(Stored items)
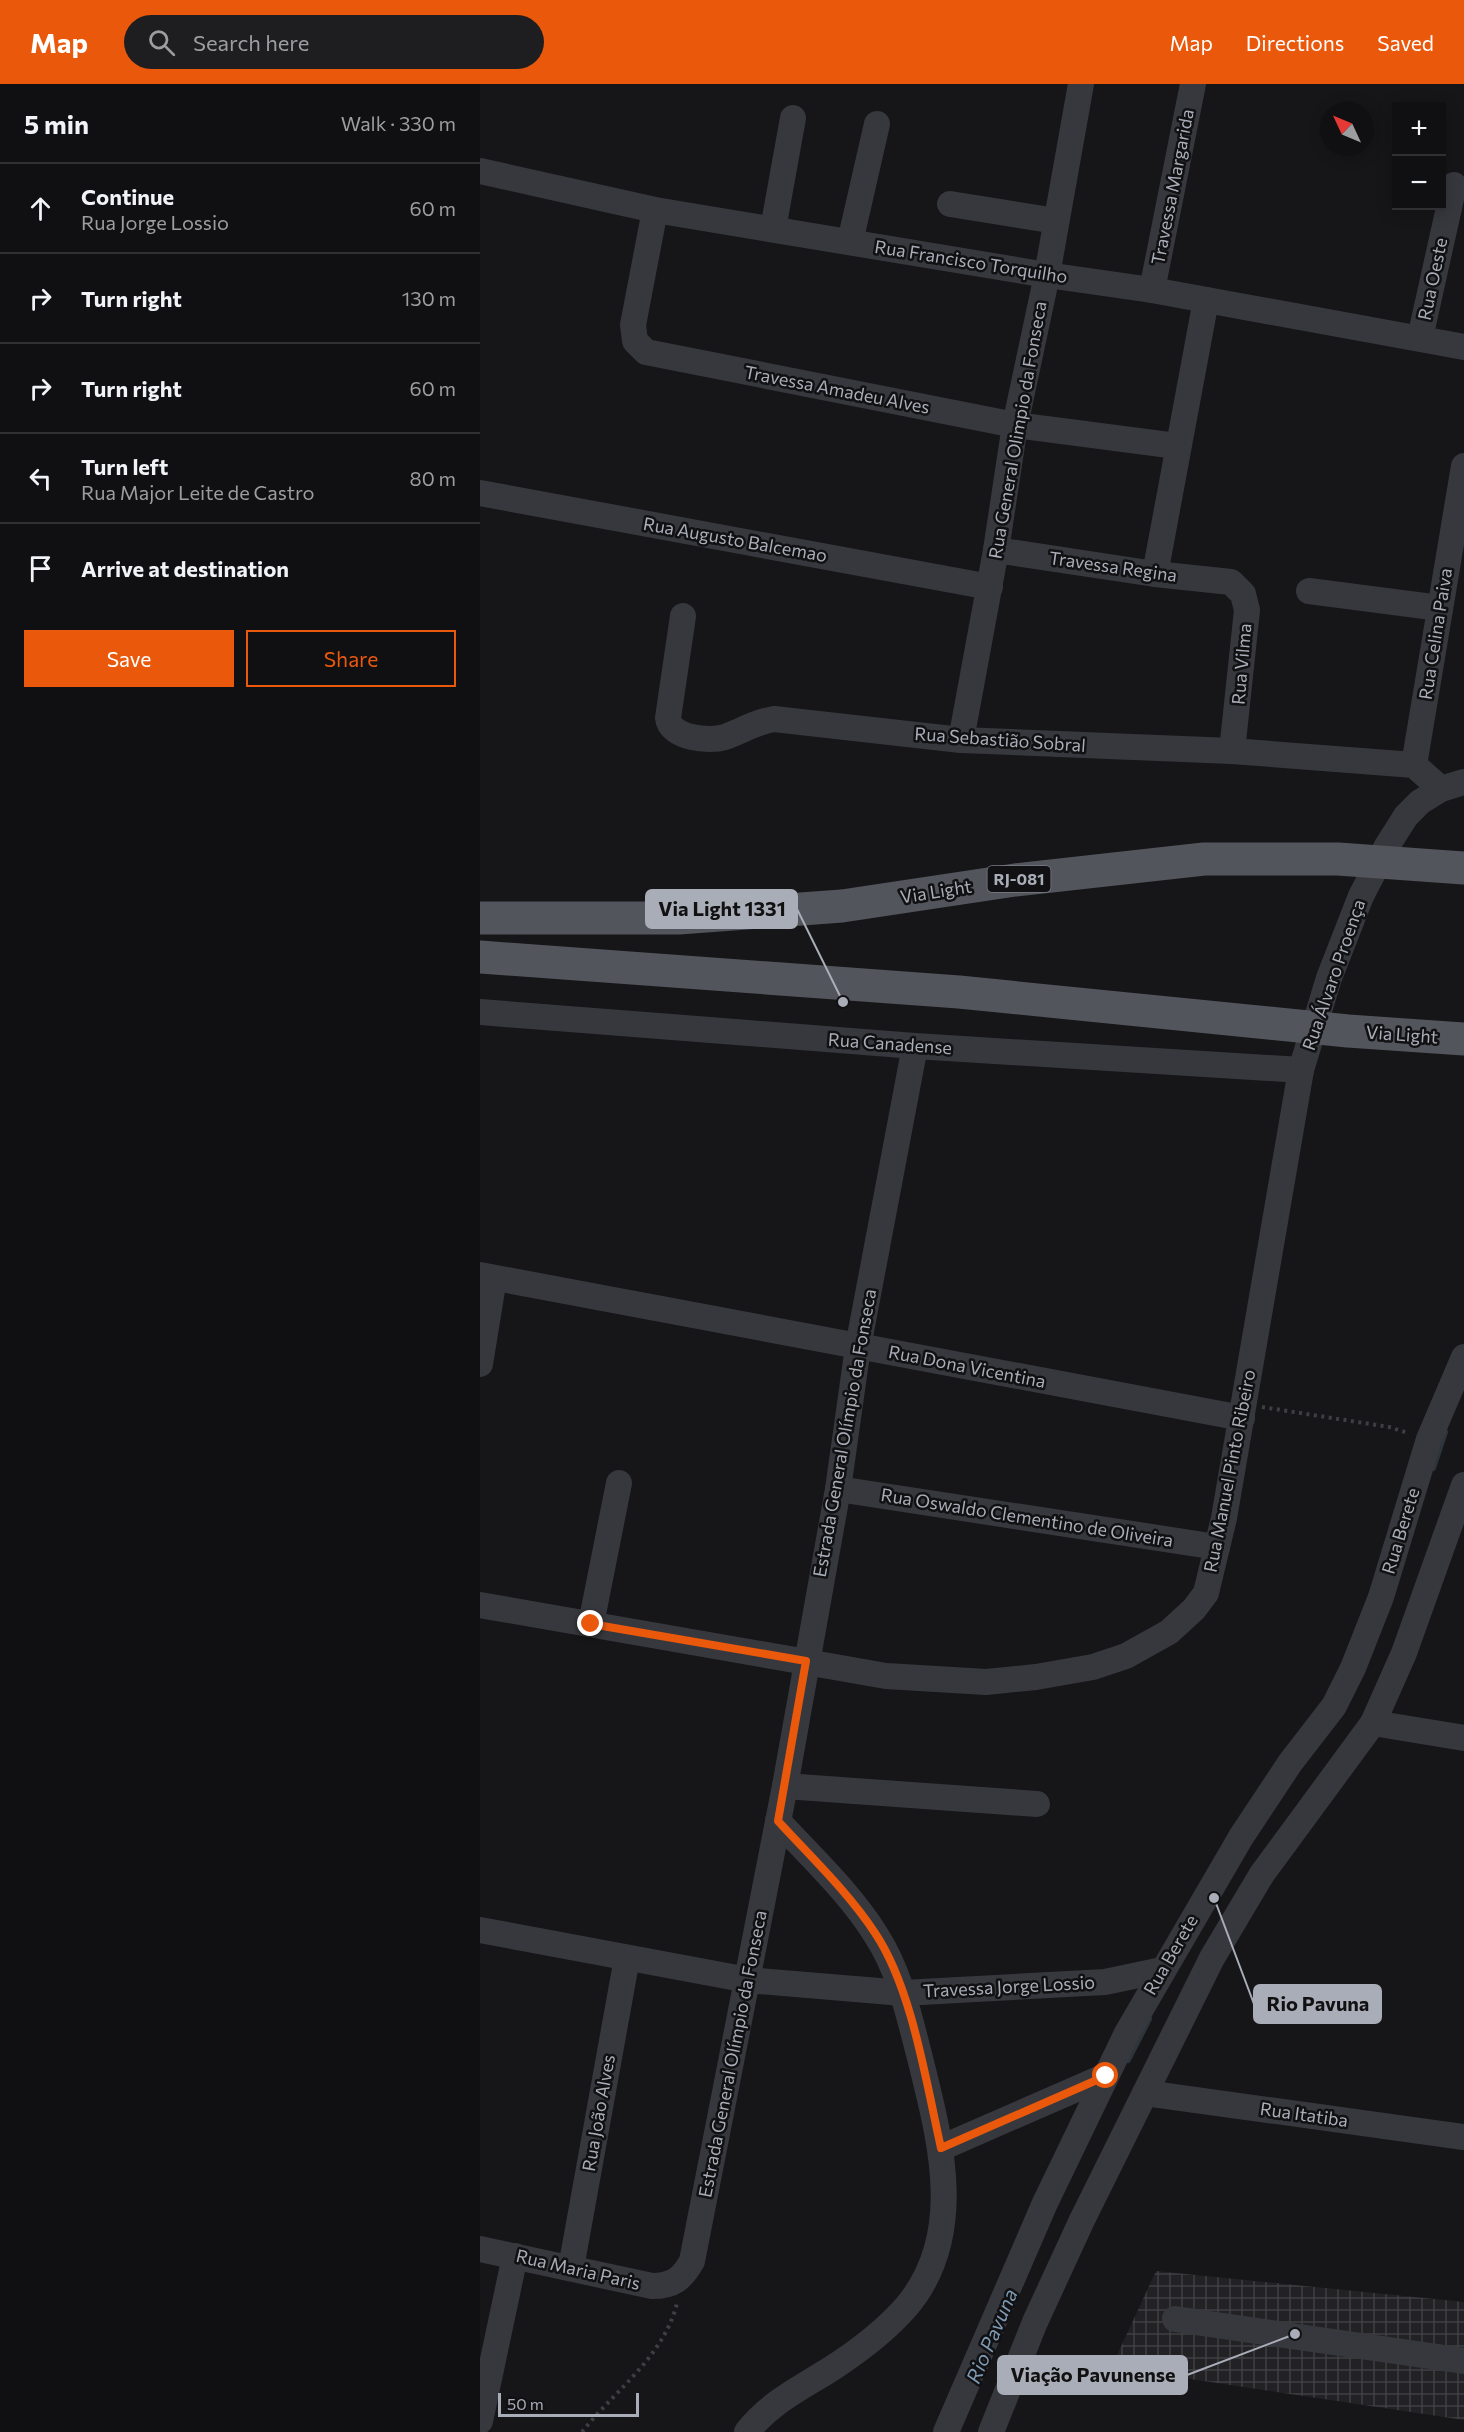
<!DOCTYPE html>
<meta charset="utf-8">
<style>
body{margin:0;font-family:Commissioner,sans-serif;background:#1e1e20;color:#f1f3f6}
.controls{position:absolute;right:18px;top:18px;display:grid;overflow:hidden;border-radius:0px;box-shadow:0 3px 15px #0003}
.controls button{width:54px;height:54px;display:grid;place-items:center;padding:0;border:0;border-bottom:2px solid #303032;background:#101012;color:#f1f3f6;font:30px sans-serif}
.compass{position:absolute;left:840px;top:18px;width:54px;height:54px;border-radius:50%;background:#101012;box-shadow:0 3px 15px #0003;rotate:314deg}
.scale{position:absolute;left:18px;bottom:15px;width:141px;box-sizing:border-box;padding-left:6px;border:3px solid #a8adb8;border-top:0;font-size:16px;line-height:21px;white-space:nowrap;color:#a8adb8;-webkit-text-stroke:4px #111113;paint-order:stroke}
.stop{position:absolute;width:18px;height:18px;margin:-14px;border:4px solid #ea580c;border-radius:50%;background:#fff}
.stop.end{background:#ea580c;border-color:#fff;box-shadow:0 2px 6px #0008}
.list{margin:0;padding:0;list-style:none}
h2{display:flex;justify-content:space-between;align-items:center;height:78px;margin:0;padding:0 24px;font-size:26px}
h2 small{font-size:20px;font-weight:400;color:#9c9d9f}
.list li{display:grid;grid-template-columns:39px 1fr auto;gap:18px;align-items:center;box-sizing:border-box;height:90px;padding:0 24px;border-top:2px solid #303032}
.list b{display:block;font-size:22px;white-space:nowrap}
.list p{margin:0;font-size:20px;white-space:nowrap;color:#9c9d9f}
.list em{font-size:20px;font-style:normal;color:#9c9d9f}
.actions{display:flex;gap:12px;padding:18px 24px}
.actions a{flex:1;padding:14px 0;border:2px solid #ea580c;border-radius:0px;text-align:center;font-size:21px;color:#ea580c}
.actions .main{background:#ea580c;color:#fff}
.icon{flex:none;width:33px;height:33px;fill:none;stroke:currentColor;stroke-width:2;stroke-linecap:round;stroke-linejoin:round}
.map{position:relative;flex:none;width:984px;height:2348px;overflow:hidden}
header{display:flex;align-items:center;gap:36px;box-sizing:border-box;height:84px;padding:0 30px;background:#ea580c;color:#fff}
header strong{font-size:28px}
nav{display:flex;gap:33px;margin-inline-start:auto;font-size:21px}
.search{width:420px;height:54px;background:#1e1e20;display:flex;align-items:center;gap:15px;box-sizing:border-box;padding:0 21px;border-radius:33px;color:#9c9d9f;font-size:22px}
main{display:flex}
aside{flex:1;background:#101012}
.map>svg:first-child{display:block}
</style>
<header>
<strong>Map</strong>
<div class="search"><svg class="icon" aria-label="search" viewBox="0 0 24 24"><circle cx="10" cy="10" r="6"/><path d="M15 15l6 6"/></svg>Search here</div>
<nav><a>Map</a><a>Directions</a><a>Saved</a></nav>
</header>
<main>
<aside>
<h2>5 min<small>Walk · 330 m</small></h2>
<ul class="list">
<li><svg class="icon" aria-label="ahead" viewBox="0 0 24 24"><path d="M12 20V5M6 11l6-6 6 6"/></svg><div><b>Continue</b><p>Rua Jorge Lossio</p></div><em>60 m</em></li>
<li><svg class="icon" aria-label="right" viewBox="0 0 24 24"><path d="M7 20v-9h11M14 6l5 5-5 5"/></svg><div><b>Turn right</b></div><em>130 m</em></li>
<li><svg class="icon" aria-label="right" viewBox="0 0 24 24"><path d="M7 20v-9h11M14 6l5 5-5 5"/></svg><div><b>Turn right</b></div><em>60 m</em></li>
<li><svg class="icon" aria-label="left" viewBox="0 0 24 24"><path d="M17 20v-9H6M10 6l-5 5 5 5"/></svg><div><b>Turn left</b><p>Rua Major Leite de Castro</p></div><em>80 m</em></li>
<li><svg class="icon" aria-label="arrive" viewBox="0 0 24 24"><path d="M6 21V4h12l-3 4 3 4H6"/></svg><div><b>Arrive at destination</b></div></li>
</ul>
<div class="actions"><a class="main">Save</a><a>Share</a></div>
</aside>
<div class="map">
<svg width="984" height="2348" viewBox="0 0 984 2348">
<defs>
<pattern id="industrial-grid" width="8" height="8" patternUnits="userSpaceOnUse" patternTransform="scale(1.5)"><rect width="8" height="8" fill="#222225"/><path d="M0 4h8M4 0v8" fill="none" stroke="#3f3f43"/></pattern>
</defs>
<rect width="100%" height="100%" fill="#161618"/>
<path fill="url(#industrial-grid)" d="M676 2187 984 2218V2336L637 2284 632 2282Z"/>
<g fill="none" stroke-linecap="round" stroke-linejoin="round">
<g stroke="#2c353c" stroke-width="6">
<path d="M953 1384 965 1348"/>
<path d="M648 1976 669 1935"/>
</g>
<g stroke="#3d3f44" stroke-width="4" stroke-dasharray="3 4.5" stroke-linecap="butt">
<path d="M782 1323 909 1343 928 1349"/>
<path d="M102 2348C134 2307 184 2273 197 2219"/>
</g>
<g stroke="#37383d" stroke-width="26">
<path d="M0 87 175 126 567 191 672 206 984 263"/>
<path d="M470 120 576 137"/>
<path d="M175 126 153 241 155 257 166 268 535 341 697 362"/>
<path d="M293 145 313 34"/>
<path d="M370 158 397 40"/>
<path d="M672 206 713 0"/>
<path d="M940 254 974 101"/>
<path d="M0 409 510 503"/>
<path d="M516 466 675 490 751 498 763 510 767 526 752 667"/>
<path d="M675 490 726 216"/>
<path d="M829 507 960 524"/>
<path d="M203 532 188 634C190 654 229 658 245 653 262 647 275 638 294 635L481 656 752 667 934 681 961 705"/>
<path d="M481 656 516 466 535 341 567 191 601 0"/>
<path d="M934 681 984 382"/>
<path d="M0 928 435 962 821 986"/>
<path d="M0 1191 762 1334"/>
<path d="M0 1280 14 1194"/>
<path d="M358 1405 737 1463"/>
<path d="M0 1521 406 1592 506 1598 556 1593 613 1583 646 1572 689 1548 714 1525 726 1509 744 1434 821 986 849 894 881 812 907 762 926 732 940 718 961 705 984 698"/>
<path d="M111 1540 139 1399"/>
<path d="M893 1639 984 1654"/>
<path d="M305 1702 557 1720"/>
<path d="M0 1846 268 1896 423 1909 625 1898 682 1886"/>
<path d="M665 2009 984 2053"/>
<path d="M461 2064 626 1992"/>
<path d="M0 2165 172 2202C193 2202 202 2195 212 2177L305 1702 358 1405 378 1263 435 962"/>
<path d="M91 2184 147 1874"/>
<path d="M695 2235 984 2277"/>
<path d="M0 2337 35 2172"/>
<path d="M267 2348C290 2318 323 2303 354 2283 380 2266 406 2246 427 2222 487 2150 460 2055 440 1974 429 1932 420 1888 396 1851 370 1809 331 1773 298 1737"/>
<path d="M466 2348 565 2119 647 1949 761 1753 810 1679 854 1622 873 1584 901 1513 949 1355 984 1273"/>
<path d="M511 2348 555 2238 602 2136 732 1874 782 1790 893 1639 924 1569 984 1401"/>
</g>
<g stroke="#53555c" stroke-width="33">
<path d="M0 834H199L362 822 535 796 724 775H858L984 784"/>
<path d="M0 873 479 908 868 947 984 955"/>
</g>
</g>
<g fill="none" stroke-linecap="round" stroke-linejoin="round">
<path stroke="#ea580c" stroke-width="8" d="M111 1540 326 1577 298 1737C331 1773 368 1808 395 1849 432 1904 446 1998 461 2064L626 1992"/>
</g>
<g text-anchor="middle" stroke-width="5" stroke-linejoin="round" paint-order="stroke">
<rect fill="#111113" stroke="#7b7e86" stroke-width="1.5" x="507.5" y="782" width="63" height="26" rx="4.5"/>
<g font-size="16" font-weight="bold" fill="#a8adb8">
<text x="539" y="801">RJ-081</text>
</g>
<g font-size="18" fill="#a8adb8" stroke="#111113">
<text transform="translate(693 103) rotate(-79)" y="6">Travessa Margarida</text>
<text transform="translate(491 178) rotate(9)" y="6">Rua Francisco Torquilho</text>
<text transform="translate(953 195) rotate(-78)" y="6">Rua Oeste</text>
<text transform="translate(357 306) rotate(11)" y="6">Travessa Amadeu Alves</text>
<text transform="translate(538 346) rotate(-80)" y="6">Rua General Olimpio da Fonseca</text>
<text transform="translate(255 456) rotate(10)" y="6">Rua Augusto Balcemao</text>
<text transform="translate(633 483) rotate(8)" y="6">Travessa Regina</text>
<text transform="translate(956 550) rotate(-81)" y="6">Rua Celina Paiva</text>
<text transform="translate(762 580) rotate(-85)" y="6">Rua Vilma</text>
<text transform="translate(520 656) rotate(4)" y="6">Rua Sebastião Sobral</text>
<text transform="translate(456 808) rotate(-9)" y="6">Via Light</text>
<text transform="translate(854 891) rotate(-71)" y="6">Rua Álvaro Proença</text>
<text transform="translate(922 951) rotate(4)" y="6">Via Light</text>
<text transform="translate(410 960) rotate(4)" y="6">Rua Canadense</text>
<text transform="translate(487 1283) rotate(11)" y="6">Rua Dona Vicentina</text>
<text transform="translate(365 1349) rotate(-80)" y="6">Estrada General Olímpio da Fonseca</text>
<text transform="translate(750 1387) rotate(-79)" y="6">Rua Manuel Pinto Ribeiro</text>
<text transform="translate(547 1434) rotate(9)" y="6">Rua Oswaldo Clementino de Oliveira</text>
<text transform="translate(921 1447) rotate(-73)" y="6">Rua Berete</text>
<text transform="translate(691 1871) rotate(-60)" y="6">Rua Berete</text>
<text transform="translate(529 1903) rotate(-3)" y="6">Travessa Jorge Lossio</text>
<text transform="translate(253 1970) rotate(-79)" y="6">Estrada General Olímpio da Fonseca</text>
<text transform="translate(119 2029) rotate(-80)" y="6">Rua João Alves</text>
<text transform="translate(824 2031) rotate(8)" y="6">Rua Itatiba</text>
<text transform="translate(98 2186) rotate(13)" y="6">Rua Maria Paris</text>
</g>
<g font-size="20" font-style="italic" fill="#7f9bb3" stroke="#111113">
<text transform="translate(512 2252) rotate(-67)" y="7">Rio Pavuna</text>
</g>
</g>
<path fill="none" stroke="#a8adb8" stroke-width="2" d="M363 918L317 825M734 1814L774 1920M815 2250L707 2291"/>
<g fill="#a8adb8" stroke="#111113" stroke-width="2">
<circle cx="363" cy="918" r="6"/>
<circle cx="734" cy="1814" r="6"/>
<circle cx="815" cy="2250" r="6"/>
</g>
<g fill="#a8adb8" stroke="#a8adb8" stroke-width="2">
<rect x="166" y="806" width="151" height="38" rx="6"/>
<rect x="774" y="1901" width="127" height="38" rx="6"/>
<rect x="518" y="2272" width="189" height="38" rx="6"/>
</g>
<g font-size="20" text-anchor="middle" font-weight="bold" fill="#111">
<text x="242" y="832">Via Light 1331</text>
<text x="838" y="1927">Rio Pavuna</text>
<text x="613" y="2298">Viação Pavunense</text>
</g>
</svg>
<div class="controls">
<button>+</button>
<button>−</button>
</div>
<svg class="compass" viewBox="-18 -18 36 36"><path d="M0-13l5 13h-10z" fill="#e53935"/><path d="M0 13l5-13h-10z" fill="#9c9d9f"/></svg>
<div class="scale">50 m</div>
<div class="stop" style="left:626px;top:1992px"></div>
<div class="stop end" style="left:111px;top:1540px"></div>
</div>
</main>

Exercise instructions »
Which lines in the records above contain the word "nowrap"? Return each of them.

Answer space »
.scale{position:absolute;left:18px;bottom:15px;width:141px;box-sizing:border-box;padding-left:6px;border:3px solid #a8adb8;border-top:0;font-size:16px;line-height:21px;white-space:nowrap;color:#a8adb8;-webkit-text-stroke:4px #111113;paint-order:stroke}
.list b{display:block;font-size:22px;white-space:nowrap}
.list p{margin:0;font-size:20px;white-space:nowrap;color:#9c9d9f}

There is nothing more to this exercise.